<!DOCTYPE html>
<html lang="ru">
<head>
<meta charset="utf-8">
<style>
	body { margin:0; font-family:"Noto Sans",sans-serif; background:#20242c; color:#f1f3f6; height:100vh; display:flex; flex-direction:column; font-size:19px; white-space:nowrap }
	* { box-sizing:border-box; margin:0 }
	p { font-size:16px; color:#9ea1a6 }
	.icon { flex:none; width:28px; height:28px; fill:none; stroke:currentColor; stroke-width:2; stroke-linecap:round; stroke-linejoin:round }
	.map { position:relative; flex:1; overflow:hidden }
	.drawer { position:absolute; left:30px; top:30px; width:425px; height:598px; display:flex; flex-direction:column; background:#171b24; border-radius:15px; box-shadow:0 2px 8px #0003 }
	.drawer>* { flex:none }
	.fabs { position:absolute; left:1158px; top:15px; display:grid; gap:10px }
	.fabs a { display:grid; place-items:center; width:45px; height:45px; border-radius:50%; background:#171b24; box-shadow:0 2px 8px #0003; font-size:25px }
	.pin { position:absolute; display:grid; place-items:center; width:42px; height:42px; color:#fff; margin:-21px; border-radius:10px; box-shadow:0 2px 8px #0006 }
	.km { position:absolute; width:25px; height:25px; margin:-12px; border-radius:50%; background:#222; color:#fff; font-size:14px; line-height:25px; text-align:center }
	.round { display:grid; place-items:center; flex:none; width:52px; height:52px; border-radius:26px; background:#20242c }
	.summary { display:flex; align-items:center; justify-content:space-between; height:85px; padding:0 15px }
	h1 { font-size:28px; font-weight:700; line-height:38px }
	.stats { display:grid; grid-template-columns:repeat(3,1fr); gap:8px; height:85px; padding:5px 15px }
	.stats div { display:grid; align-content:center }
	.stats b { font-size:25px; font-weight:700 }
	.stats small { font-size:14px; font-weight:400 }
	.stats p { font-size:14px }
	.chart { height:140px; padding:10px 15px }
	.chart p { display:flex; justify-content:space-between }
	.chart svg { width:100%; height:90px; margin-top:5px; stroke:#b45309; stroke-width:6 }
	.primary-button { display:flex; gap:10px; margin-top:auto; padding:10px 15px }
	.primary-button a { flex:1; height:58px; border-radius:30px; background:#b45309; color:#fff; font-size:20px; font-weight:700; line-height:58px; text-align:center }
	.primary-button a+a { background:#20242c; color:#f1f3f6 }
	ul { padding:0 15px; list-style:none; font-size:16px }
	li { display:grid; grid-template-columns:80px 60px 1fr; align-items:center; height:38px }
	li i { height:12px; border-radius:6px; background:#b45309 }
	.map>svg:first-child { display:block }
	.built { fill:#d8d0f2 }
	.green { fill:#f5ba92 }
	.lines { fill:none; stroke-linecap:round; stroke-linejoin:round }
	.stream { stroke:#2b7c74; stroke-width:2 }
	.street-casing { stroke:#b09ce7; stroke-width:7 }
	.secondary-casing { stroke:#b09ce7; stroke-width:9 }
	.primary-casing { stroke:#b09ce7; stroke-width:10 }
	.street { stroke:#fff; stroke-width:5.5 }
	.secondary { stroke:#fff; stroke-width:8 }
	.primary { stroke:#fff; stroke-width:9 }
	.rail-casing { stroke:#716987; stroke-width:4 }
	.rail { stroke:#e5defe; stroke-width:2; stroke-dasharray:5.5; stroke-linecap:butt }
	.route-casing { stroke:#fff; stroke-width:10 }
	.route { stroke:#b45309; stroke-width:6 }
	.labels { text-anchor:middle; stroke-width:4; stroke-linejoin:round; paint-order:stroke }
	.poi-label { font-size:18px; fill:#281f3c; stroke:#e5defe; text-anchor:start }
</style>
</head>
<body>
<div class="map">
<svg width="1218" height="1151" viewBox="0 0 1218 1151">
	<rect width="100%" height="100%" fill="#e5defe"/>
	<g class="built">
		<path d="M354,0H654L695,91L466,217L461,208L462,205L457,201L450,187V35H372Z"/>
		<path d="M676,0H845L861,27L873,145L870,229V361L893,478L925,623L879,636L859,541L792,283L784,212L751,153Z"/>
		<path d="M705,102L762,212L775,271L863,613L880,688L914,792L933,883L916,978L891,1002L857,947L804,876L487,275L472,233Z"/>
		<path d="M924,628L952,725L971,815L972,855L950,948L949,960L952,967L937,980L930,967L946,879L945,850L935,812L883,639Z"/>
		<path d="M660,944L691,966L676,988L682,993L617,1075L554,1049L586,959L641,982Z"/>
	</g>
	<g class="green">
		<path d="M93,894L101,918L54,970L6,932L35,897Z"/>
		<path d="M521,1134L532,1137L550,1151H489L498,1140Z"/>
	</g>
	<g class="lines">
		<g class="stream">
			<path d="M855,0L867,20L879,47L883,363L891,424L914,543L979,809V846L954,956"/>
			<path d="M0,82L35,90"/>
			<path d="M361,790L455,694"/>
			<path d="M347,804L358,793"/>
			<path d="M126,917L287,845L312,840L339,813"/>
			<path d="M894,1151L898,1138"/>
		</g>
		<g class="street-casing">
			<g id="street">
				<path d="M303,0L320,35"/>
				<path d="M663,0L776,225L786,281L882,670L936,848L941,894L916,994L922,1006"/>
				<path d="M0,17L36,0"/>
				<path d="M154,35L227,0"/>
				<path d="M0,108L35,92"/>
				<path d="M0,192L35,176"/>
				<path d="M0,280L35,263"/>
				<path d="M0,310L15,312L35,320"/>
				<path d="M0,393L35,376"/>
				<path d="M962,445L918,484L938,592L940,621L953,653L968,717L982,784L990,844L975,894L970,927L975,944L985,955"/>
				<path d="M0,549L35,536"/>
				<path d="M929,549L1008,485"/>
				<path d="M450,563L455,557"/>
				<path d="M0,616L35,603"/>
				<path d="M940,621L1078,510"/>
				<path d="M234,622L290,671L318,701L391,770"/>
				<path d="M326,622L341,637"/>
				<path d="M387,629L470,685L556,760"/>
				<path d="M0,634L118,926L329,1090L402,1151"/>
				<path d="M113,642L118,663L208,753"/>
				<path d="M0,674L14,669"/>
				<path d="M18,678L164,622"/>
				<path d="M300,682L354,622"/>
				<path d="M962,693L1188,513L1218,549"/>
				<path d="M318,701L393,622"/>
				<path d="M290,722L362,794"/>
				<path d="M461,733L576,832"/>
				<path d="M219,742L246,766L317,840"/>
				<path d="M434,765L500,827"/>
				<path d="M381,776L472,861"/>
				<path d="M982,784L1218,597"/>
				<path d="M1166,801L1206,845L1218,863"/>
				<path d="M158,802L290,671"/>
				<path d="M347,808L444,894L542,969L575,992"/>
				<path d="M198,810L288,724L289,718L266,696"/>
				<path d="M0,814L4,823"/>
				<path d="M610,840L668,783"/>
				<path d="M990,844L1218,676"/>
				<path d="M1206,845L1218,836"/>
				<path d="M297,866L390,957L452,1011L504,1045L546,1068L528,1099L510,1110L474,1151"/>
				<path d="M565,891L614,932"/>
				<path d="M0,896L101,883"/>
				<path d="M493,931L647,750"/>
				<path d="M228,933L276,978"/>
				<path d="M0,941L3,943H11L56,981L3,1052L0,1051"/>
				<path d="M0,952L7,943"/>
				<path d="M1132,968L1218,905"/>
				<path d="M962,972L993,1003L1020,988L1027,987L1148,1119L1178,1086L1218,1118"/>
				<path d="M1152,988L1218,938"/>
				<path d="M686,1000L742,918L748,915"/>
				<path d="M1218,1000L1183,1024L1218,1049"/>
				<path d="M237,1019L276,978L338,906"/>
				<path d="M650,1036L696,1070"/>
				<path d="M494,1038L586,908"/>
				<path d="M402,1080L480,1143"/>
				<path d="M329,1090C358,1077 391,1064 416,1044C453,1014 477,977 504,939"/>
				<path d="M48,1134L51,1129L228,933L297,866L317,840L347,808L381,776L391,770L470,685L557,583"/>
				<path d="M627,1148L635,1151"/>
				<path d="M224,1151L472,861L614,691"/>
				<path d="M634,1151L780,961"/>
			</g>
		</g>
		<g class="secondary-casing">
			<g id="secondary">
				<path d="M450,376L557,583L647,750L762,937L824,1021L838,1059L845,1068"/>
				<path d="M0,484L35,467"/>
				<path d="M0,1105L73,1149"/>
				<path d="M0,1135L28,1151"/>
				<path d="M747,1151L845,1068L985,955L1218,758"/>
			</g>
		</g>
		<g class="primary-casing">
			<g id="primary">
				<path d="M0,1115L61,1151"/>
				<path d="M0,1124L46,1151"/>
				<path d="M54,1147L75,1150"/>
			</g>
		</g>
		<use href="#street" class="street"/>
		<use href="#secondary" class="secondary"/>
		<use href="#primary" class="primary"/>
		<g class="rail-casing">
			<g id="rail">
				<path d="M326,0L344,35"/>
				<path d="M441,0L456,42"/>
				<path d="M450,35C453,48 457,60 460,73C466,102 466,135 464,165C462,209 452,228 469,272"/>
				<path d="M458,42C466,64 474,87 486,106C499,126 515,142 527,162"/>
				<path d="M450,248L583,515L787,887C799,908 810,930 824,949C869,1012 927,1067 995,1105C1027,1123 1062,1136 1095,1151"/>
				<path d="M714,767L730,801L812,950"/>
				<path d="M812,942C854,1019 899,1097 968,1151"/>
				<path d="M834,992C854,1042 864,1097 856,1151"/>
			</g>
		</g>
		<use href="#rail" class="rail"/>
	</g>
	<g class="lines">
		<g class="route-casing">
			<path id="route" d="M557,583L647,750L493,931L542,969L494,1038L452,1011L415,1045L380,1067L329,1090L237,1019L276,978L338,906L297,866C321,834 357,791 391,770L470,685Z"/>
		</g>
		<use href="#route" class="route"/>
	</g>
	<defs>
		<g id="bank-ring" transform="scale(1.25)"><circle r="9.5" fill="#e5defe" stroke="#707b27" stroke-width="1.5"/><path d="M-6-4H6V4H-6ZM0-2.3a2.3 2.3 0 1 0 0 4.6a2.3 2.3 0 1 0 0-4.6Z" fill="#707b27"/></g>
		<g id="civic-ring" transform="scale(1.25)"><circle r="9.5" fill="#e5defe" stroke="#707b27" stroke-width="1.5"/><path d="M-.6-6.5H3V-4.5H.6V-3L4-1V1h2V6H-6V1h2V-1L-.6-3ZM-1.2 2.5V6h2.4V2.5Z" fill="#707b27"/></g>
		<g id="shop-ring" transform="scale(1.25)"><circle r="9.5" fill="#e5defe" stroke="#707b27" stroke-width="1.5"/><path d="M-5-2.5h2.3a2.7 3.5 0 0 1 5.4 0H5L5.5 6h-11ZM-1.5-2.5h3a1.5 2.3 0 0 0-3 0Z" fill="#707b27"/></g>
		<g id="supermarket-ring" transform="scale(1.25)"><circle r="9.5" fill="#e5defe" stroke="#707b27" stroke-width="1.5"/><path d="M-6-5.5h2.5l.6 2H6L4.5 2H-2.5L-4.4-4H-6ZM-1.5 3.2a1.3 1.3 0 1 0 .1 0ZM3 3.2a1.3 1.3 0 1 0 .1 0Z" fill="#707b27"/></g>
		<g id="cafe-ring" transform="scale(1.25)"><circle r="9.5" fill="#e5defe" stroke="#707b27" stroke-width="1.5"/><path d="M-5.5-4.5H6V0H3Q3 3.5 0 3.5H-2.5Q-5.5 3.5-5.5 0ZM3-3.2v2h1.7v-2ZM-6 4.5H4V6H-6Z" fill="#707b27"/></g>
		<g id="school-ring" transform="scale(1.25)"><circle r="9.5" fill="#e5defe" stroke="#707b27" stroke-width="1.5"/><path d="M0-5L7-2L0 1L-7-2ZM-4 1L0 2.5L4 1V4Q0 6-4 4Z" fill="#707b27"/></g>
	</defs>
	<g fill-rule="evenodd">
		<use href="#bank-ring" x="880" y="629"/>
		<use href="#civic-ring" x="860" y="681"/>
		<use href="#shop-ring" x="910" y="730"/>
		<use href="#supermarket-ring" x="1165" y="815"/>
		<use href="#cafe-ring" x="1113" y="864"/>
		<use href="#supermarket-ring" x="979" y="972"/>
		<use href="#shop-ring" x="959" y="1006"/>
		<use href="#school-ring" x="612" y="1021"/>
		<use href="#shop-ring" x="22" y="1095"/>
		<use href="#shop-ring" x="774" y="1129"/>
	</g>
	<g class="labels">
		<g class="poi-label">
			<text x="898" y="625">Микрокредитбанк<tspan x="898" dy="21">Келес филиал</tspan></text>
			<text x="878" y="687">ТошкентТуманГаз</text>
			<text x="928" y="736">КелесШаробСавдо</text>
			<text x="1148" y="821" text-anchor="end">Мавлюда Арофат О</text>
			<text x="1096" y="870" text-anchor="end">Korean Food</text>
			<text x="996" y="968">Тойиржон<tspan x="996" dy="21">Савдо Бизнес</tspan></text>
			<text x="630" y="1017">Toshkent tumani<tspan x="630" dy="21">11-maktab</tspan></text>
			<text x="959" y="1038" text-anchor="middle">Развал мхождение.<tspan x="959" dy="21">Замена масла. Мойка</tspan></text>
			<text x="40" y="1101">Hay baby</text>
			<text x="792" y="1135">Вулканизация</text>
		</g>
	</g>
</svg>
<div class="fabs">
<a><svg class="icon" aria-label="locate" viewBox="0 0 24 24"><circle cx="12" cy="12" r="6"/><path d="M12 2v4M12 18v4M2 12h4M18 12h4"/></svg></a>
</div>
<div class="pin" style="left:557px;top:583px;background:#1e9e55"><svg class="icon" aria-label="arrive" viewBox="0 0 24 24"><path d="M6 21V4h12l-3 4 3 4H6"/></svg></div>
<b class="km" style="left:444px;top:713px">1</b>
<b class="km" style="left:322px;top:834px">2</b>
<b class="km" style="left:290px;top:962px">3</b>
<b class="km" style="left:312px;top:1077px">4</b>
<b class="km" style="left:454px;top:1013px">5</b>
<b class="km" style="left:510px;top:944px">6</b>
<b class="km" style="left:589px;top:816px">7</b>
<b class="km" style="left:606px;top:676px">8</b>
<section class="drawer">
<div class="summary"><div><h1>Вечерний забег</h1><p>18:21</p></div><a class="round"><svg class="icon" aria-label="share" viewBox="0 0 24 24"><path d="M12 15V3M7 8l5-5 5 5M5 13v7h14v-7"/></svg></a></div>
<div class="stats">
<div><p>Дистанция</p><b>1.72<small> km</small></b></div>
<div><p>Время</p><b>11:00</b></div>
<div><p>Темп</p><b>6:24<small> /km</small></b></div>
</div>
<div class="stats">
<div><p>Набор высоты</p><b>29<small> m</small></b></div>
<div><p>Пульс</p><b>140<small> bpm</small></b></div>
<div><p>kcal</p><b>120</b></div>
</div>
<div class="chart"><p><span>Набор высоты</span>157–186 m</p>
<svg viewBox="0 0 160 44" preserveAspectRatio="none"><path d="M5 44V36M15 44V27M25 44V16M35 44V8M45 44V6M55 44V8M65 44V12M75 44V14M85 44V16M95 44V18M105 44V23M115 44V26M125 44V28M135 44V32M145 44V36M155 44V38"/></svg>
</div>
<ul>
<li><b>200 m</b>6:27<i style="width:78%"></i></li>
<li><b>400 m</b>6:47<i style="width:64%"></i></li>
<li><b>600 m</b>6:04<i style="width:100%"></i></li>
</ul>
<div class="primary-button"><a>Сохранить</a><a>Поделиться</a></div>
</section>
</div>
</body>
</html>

_ _ _ _ _ _ _

What to work on:
Count the lines of the material above that contain the string "linecap". Write nothing but the count.

Solution for this problem:
3